After 35 days, total viewership reached 19.29 million, with the show ranking as the number one new broadcast series among adults aged 18 to 49 that season.
O’Donnell acknowledged the show took time to find its footing, and is looking forward to what Season 2 can build.
“Characters find their voices, and the writers kind of understand each character and the dynamics and how everyone works together, who works well, who doesn’t,” he told Collider.
“Finding the voice of the show and how it’s just different from its predecessor, the original — I’m excited to continue building on what we already started.”
He has also pushed for new viewers to catch up on Hulu before the season ends:
“If they go back to the episode that we just had with young Dixie, Blythe, and Don, that is very informative to understanding these characters’ history and how they all came together. And I think that foundation really helps to understand the show and get hooked in.”
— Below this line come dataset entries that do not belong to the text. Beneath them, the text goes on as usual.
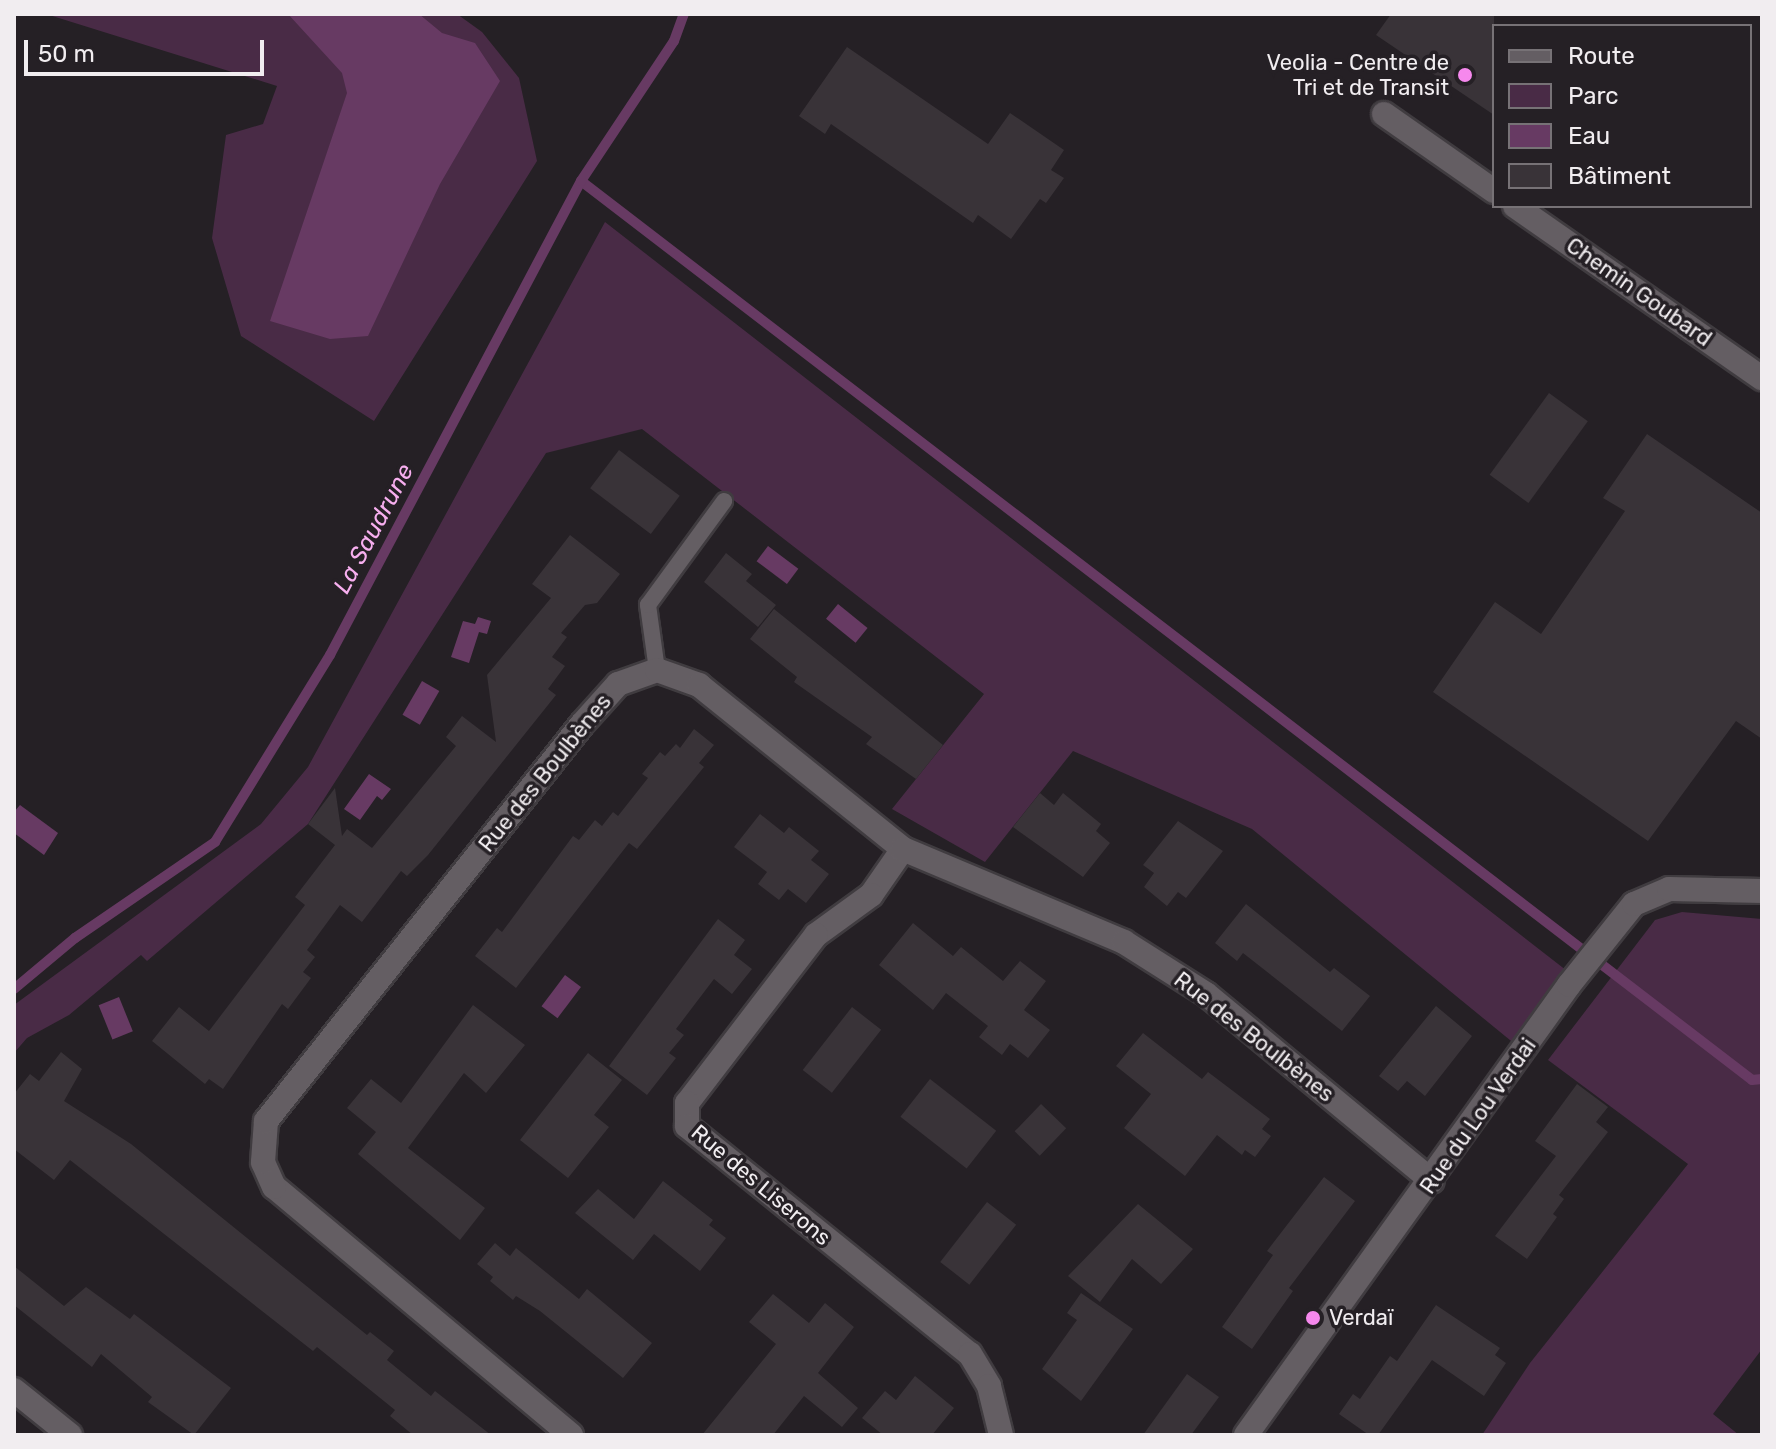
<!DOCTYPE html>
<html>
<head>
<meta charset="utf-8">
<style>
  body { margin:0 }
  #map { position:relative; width:1776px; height:1449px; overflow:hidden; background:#252025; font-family:Rubik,sans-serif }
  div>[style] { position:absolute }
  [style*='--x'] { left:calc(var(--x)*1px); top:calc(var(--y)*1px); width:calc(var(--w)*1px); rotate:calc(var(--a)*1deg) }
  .green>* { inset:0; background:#492b46 }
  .water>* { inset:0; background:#673a63; transform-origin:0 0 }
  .stream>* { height:10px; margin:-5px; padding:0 5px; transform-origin:5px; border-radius:5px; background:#673a63 }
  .building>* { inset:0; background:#393338; transform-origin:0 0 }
  .roads { filter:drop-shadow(2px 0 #403c40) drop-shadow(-2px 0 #403c40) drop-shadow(0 2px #403c40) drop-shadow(0 -2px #403c40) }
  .lane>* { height:16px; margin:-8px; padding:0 8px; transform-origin:8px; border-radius:8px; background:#645e63 }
  .street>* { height:24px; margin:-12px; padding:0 12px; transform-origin:12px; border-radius:12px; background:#645e63 }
  .dots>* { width:22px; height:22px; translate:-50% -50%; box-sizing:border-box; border:4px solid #252025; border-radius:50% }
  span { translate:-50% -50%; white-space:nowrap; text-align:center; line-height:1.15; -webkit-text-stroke:7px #252025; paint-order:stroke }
  .poi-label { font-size:22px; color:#f1edf0 }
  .right { translate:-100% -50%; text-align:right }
  .left { translate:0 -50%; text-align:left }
  .street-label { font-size:22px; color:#f1edf0 }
  .water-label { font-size:24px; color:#f7afef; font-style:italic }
  .frame { position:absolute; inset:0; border:16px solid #f1edf0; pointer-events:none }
  .legend { position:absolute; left:1492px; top:24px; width:260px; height:184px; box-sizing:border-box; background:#252025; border:2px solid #777276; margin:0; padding:10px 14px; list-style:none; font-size:24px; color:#f1edf0 }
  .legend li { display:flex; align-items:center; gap:16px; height:40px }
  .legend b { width:40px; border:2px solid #777276 }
  .scale { position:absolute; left:24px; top:40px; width:240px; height:36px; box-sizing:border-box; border:4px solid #f1edf0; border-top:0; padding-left:10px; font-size:24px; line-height:28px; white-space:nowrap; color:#f1edf0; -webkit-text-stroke:6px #252025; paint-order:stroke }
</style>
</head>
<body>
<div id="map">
  <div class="green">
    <i style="clip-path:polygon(46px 14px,457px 14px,482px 32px,519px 78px,537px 161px,374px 421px,241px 336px,212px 238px,226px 135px,263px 124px,277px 86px)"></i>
    <i style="clip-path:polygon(605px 222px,1571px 974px,1516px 1045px,1252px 829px,1073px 751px,985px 862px,892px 809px,984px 694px,642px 429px,546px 453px,308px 824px,147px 961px,141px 955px,69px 1015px,27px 1038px,14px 1053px,14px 1005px,261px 824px,308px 767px)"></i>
    <i style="clip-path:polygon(1682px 912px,1762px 919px,1762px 1349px,1713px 1414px,1739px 1435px,1482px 1435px,1530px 1363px,1688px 1164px,1548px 1060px,1655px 920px)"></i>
  </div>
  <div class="water">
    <i style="clip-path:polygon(288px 14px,419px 14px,442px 33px,475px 43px,500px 81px,440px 184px,368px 336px,330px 339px,270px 321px,347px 93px,342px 73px)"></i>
    <i style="left:768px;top:546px;width:38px;height:19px;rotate:37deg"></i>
    <i style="left:838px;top:604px;width:38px;height:19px;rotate:39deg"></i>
    <i style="clip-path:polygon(478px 617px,491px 621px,487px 634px,479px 632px,469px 663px,451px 657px,463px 621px,475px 624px)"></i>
    <i style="left:422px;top:681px;width:20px;height:39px;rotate:30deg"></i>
    <i style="clip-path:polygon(369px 774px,391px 789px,382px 800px,377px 796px,360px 820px,344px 809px)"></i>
    <i style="clip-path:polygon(20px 805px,58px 833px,44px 855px,14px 833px,14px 812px)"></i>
    <i style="left:565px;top:975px;width:20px;height:39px;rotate:37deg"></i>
    <i style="left:119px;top:997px;width:37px;height:22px;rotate:68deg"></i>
  </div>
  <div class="stream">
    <i style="--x:581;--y:181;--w:1476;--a:37.51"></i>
    <i style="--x:1752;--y:1080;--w:10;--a:-6"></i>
    <i style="--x:14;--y:989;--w:80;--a:-39.9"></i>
    <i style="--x:75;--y:938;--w:170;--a:-34.4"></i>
    <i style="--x:215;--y:842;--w:220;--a:-58.4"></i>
    <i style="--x:330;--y:655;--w:536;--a:-62.1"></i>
    <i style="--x:581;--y:181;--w:168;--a:-56.4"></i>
    <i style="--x:674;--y:41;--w:29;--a:-70"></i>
  </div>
  <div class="building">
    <i style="clip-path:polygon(1391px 14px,1494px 14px,1494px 115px,1376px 35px)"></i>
    <i style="clip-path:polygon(847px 47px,988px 144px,1010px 113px,1064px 150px,1051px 170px,1064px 178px,1046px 203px,1040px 199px,1011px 239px,978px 215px,973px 223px,831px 124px,825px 134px,799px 116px)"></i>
    <i style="left:1549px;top:393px;width:48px;height:101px;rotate:36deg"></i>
    <i style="clip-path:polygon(1647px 434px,1762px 513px,1762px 739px,1736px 721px,1648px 841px,1433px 692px,1495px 602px,1541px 634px,1625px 511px,1603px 498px)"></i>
    <i style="left:619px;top:450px;width:76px;height:48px;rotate:37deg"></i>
    <i style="clip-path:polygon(570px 535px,620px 574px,597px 603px,585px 605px,561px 633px,567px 637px,552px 657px,565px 666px,548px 689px,556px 695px,428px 855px,407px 876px,401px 871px,362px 922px,340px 905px,307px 950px,315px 957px,303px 972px,311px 978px,288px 1009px,282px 1004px,223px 1089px,209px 1079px,205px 1084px,152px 1041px,179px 1007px,209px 1031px,305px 905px,295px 897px,335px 845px,308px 824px,335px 788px,342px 836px,347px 829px,372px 848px,456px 746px,446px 737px,462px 716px,496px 742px,487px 675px,551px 598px,532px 584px)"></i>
    <i style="clip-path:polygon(726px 553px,752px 574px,746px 581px,776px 605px,758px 627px,704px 582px)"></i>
    <i style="clip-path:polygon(774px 609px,943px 745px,916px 779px,866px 744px,872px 737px,794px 682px,797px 677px,750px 639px)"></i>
    <i style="clip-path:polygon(694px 729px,714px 745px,699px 763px,704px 767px,637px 849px,629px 843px,516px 988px,475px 956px,497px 928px,502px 932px,573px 836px,579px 840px,595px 820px,602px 826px,613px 812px,618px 816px,648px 778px,642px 774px,660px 752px,665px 756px,676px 744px,680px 748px)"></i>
    <i style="clip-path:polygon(1040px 793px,1054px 805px,1063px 793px,1101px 824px,1096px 831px,1110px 843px,1083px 877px,1013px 827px)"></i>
    <i style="clip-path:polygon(760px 814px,784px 833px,789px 827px,819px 851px,811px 860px,829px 874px,806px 903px,788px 889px,779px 900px,758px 884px,767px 872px,734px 847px)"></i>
    <i style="clip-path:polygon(1178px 821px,1223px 851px,1186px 898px,1178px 892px,1167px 906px,1144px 887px,1154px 873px,1143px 865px)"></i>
    <i style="clip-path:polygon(1246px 904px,1330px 972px,1334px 968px,1370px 996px,1342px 1031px,1243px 953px,1237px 961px,1215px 943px)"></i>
    <i style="clip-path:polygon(718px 919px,745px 940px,734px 955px,752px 969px,732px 994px,714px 979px,676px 1029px,684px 1035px,669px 1053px,676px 1058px,647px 1095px,609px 1066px)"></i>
    <i style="clip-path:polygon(913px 923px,953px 956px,961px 947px,1003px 981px,1020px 961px,1046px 981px,1024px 1010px,1050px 1030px,1028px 1058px,1010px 1044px,1002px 1055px,979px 1037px,988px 1026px,946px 993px,933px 1010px,879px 965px)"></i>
    <i style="clip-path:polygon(473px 1005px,525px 1045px,486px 1093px,464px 1073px,408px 1148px,485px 1208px,460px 1240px,358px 1154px,376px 1132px,347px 1108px,371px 1079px,401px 1103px)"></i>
    <i style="clip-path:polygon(1436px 1006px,1472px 1036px,1425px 1096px,1407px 1081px,1398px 1091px,1379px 1076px)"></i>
    <i style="left:852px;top:1007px;width:37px;height:80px;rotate:38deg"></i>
    <i style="clip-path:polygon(1143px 1033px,1202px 1079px,1208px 1072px,1270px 1119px,1262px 1129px,1271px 1136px,1255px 1157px,1245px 1150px,1242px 1155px,1217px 1135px,1185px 1176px,1124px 1128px,1151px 1094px,1116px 1066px)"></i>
    <i style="clip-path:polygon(61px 1052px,82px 1069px,64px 1101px,131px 1144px,367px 1335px,370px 1332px,394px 1351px,387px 1360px,431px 1396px,435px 1391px,491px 1435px,413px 1435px,390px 1416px,395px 1410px,317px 1347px,313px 1351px,70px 1160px,54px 1180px,14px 1149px,14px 1094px,30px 1074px,39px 1081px)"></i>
    <i style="clip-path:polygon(588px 1053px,622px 1080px,594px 1115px,609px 1127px,568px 1178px,520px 1140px)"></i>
    <i style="left:930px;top:1079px;width:84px;height:48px;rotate:38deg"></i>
    <i style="clip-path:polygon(1577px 1084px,1608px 1107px,1596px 1122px,1608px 1132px,1559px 1195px,1564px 1199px,1553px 1214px,1557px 1217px,1527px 1259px,1495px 1236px,1556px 1156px,1535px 1141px)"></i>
    <i style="left:1041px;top:1104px;width:35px;height:38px;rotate:44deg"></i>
    <i style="clip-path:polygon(1324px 1177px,1355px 1201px,1289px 1288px,1293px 1291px,1252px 1349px,1222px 1327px,1273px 1255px,1267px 1251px)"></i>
    <i style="clip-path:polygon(663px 1181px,713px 1220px,709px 1225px,726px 1238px,700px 1271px,654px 1234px,633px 1260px,575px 1213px,598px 1189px,634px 1219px)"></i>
    <i style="left:987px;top:1202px;width:37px;height:76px;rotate:38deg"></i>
    <i style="clip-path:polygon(1138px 1204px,1193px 1249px,1161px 1284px,1132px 1259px,1100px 1302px,1068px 1276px)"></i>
    <i style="clip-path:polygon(495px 1243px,510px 1256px,516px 1248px,579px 1299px,587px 1289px,652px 1343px,623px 1378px,540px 1311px,516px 1296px,513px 1300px,490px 1281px,493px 1277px,477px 1264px)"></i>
    <i style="clip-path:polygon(14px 1266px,64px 1306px,86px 1287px,130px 1319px,134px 1314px,231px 1388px,194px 1435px,148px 1402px,152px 1397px,101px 1354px,92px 1367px,14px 1305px)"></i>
    <i style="clip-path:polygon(1081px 1293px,1133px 1329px,1081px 1401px,1042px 1369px,1077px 1320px,1067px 1313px)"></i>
    <i style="clip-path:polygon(773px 1294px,809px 1323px,825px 1303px,854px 1327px,818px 1373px,858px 1408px,842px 1427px,804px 1396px,773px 1435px,702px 1435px,776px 1344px,749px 1322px)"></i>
    <i style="clip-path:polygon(1436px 1305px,1500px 1348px,1495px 1355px,1506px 1363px,1484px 1396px,1432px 1360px,1378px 1435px,1369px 1435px,1339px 1414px,1353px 1394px,1360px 1399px,1390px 1356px,1397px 1361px)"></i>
    <i style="clip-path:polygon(1187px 1374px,1219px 1397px,1191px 1435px,1143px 1435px)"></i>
    <i style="clip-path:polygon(915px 1376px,954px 1408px,932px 1435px,883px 1435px,862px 1418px,885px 1391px,896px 1400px)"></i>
  </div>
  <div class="roads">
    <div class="lane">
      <i style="--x:657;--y:670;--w:66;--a:-97.9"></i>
      <i style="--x:648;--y:605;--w:129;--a:-53.8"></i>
    </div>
    <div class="street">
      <i style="--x:1384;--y:114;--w:134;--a:35"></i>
      <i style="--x:1515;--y:206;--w:301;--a:34.9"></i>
      <i style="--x:903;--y:849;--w:56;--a:124.8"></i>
      <i style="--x:871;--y:895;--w:68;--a:144"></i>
      <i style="--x:816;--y:935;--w:212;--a:127.5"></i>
      <i style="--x:687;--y:1103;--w:23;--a:90"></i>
      <i style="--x:687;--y:1126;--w:363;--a:38.9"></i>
      <i style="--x:970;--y:1354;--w:37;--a:59"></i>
      <i style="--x:989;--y:1386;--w:50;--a:76.2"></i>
      <i style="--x:14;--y:1390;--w:72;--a:38.8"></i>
      <i style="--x:571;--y:1435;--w:387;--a:-140.1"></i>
      <i style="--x:274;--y:1187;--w:27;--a:-114"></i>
      <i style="--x:263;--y:1162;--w:41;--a:-85.8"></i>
      <i style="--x:266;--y:1121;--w:507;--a:-51.48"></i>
      <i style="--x:582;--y:724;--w:54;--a:-48"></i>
      <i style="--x:618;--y:684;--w:41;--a:-19.7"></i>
      <i style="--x:657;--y:670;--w:45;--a:19.7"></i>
      <i style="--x:699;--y:685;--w:262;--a:38.8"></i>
      <i style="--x:903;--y:849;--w:240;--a:22.8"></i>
      <i style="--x:1124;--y:942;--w:97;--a:32.4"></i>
      <i style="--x:1206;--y:994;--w:293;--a:39.6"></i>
      <i style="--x:1246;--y:1435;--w:554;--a:-54.33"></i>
      <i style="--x:1569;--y:985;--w:104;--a:-51.3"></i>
      <i style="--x:1634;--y:904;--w:38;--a:-23"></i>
      <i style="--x:1669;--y:889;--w:93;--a:1.2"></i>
    </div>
  </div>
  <div class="dots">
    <i style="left:1465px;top:75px;background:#f688ed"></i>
    <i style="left:1313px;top:1318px;background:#f688ed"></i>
  </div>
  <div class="poi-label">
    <span class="right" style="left:1449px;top:75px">Veolia - Centre de<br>Tri et de Transit</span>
    <span class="left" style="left:1329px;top:1318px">Verdaï</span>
  </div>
  <div class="street-label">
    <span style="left:1639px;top:292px;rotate:35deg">Chemin Goubard</span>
    <span style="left:545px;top:773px;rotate:-51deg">Rue des Boulbènes</span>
    <span style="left:1254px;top:1037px;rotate:38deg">Rue des Boulbènes</span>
    <span style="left:1478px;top:1116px;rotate:-55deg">Rue du Lou Verdai</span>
    <span style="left:761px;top:1185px;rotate:40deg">Rue des Liserons</span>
  </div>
  <div class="water-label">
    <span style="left:374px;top:529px;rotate:-62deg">La Saudrune</span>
  </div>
  <div class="frame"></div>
  <ul class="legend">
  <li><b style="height:10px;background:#645e63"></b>Route</li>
  <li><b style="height:22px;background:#492b46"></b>Parc</li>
  <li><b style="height:22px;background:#673a63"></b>Eau</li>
  <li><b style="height:22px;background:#393338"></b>Bâtiment</li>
  </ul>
  <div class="scale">50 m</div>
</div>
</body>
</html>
What Comes Next on 9-1-1: Nashville?
With two episodes left in Season 1, the Blue-Taylor relationship is now out in the open, and Don knows.
McVey has teased that the rest of the season will see Blue pushing further in both directions: building his bond with the Harts while navigating what going public with Taylor actually costs him professionally.
The question of whether Taylor’s music opportunity will pull her away from the 113 is the other unresolved thread heading into the finale.
9-1-1: Nashville airs Thursdays at 9 p.m. ET/PT on ABC, immediately following 9-1-1. New episodes are available to stream the next day on Hulu.